I am trying to read a Big XLSX File. The Excel file has around 500K rows.I need to read col 2.

OPCPackage pkg;
pkg = OPCPackage.open("File path");
XSSFWorkbook myWorkBook = new XSSFWorkbook(pkg);
Sheet sheet = myWorkBook.getSheetAt(2);
Iterator<Row> rowIterator = sheet.iterator();
while (rowIterator.hasNext())
{
Row row = rowIterator.next();
if (row_num > ROW_ESCAPE) 
{
   Cell cell = row.getCell(2);
  if (!cell.getStringCellValue().toString().trim().isEmpty()) 
            {
                System.out.println(cell.getStringCellValue().toString());
            }
System.out.println("hi"+row_num);
        }
        row_num++;
 }

It prints till row 39723 After that it throws the below exception

Exception in thread "AWT-EventQueue-0" java.lang.OutOfMemoryError: Java heap space
at java.util.regex.Matcher.<init>(Matcher.java:225)
at java.util.regex.Pattern.matcher(Pattern.java:1093)
at org.apache.poi.xssf.usermodel.XSSFRichTextString.utfDecode(XSSFRichTextString.java:482)
at org.apache.poi.xssf.usermodel.XSSFRichTextString.getString(XSSFRichTextString.java:297)
at org.apache.poi.xssf.usermodel.XSSFCell.getStringCellValue(XSSFCell.java:262)
at Main.get_titles(Main.java:484)
at Main.analyze_Importsheet(Main.java:461)
at Main.but_sel_imp_sheetActionPerformed(Main.java:220)
at Main.access$000(Main.java:40)
at Main$1.actionPerformed(Main.java:85)
at javax.swing.AbstractButton.fireActionPerformed(AbstractButton.java:2022)
at javax.swing.AbstractButton$Handler.actionPerformed(AbstractButton.java:2348)
at javax.swing.DefaultButtonModel.fireActionPerformed(DefaultButtonModel.java:402)
at javax.swing.DefaultButtonModel.setPressed(DefaultButtonModel.java:259)
at javax.swing.plaf.basic.BasicButtonListener.mouseReleased(BasicButtonListener.java:252)
at java.awt.Component.processMouseEvent(Component.java:6533)
at javax.swing.JComponent.processMouseEvent(JComponent.java:3324)
at java.awt.Component.processEvent(Component.java:6298)
at java.awt.Container.processEvent(Container.java:2236)
at java.awt.Component.dispatchEventImpl(Component.java:4889)
at java.awt.Container.dispatchEventImpl(Container.java:2294)
at java.awt.Component.dispatchEvent(Component.java:4711)
at java.awt.LightweightDispatcher.retargetMouseEvent(Container.java:4888)
at java.awt.LightweightDispatcher.processMouseEvent(Container.java:4525)
at java.awt.LightweightDispatcher.dispatchEvent(Container.java:4466)
at java.awt.Container.dispatchEventImpl(Container.java:2280)
at java.awt.Window.dispatchEventImpl(Window.java:2746)
at java.awt.Component.dispatchEvent(Component.java:4711)
at java.awt.EventQueue.dispatchEventImpl(EventQueue.java:758)
at java.awt.EventQueue.access$500(EventQueue.java:97)
at java.awt.EventQueue$3.run(EventQueue.java:709)
at java.awt.EventQueue$3.run(EventQueue.java:703)

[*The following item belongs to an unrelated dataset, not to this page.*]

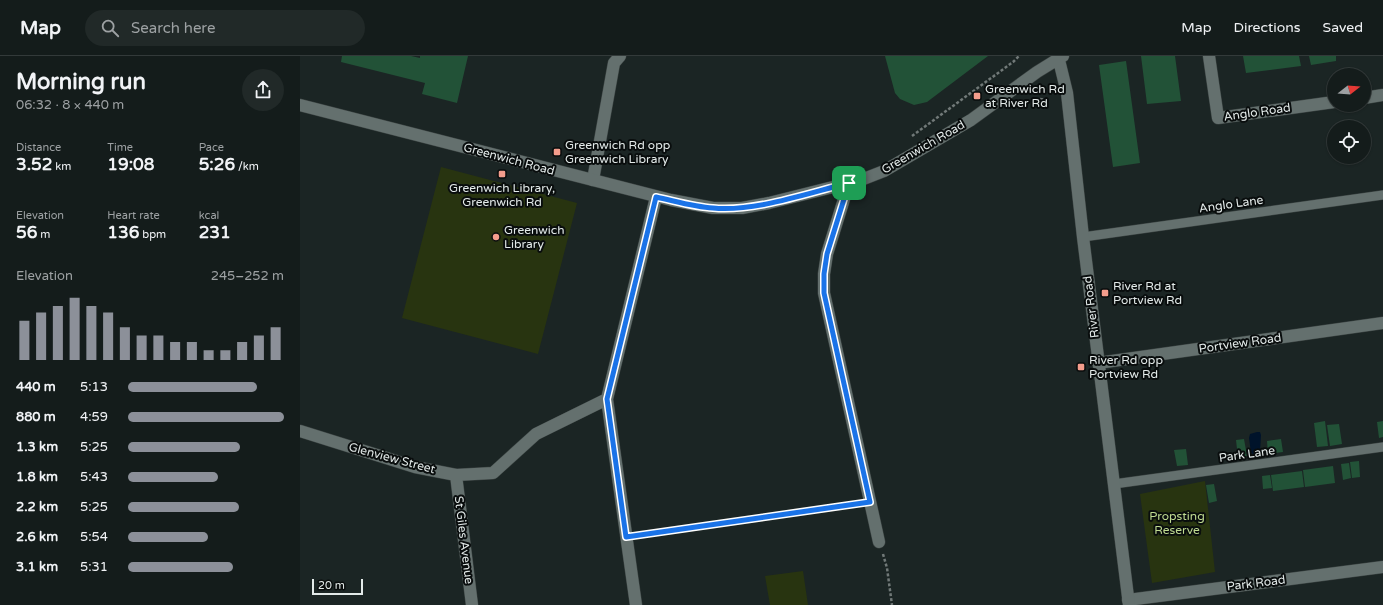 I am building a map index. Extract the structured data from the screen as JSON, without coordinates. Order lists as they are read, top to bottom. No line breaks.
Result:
{"streets":{"street":["Anglo Road","Greenwich Road","River Road","Portview Road","Glenview Street","St Giles Avenue","Park Road"],"lane":["Anglo Lane","Park Lane"]},"crossings":[["Greenwich Road","River Road"],["Anglo Lane","River Road"],["River Road","Portview Road"],["River Road","Park Lane"],["River Road","Park Road"],["Glenview Street","St Giles Avenue"]],"parks":["Propsting Reserve"],"places":{"transit":["Greenwich Rd at River Rd","Greenwich Rd opp Greenwich Library","Greenwich Library, Greenwich Rd","River Rd at Portview Rd","River Rd opp Portview Rd"],"other":["Greenwich Library"]},"scale_bar":"20 m","north":"right","page":{"header":"Map","search":"Search here","nav":["Map","Directions","Saved"],"heading":["Morning run","06:32 · 8 × 440 m"],"stats":[["Distance","3.52 km"],["Time","19:08"],["Pace","5:26 /km"],["Elevation","56 m"],["Heart rate","136 bpm"],["kcal","231"]],"chart":["Elevation","245–252 m"],"list":[{"name":"440 m","note":"5:13"},{"name":"880 m","note":"4:59"},{"name":"1.3 km","note":"5:25"},{"name":"1.8 km","note":"5:43"},{"name":"2.2 km","note":"5:25"},{"name":"2.6 km","note":"5:54"},{"name":"3.1 km","note":"5:31"}],"scale":"20 m"}}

Main.java:484=if (!cell.getStringCellValue().toString().trim().isEmpty()) If i remove that line and just print the row number, it works fine. I need help how to get the string value for col 2.

Upvotes: 9

Views: 24090

Answers (5)

N.Neupane
N.Neupane

Reputation: 291

This library is available from from Maven Central, and you can optionally install it yourself.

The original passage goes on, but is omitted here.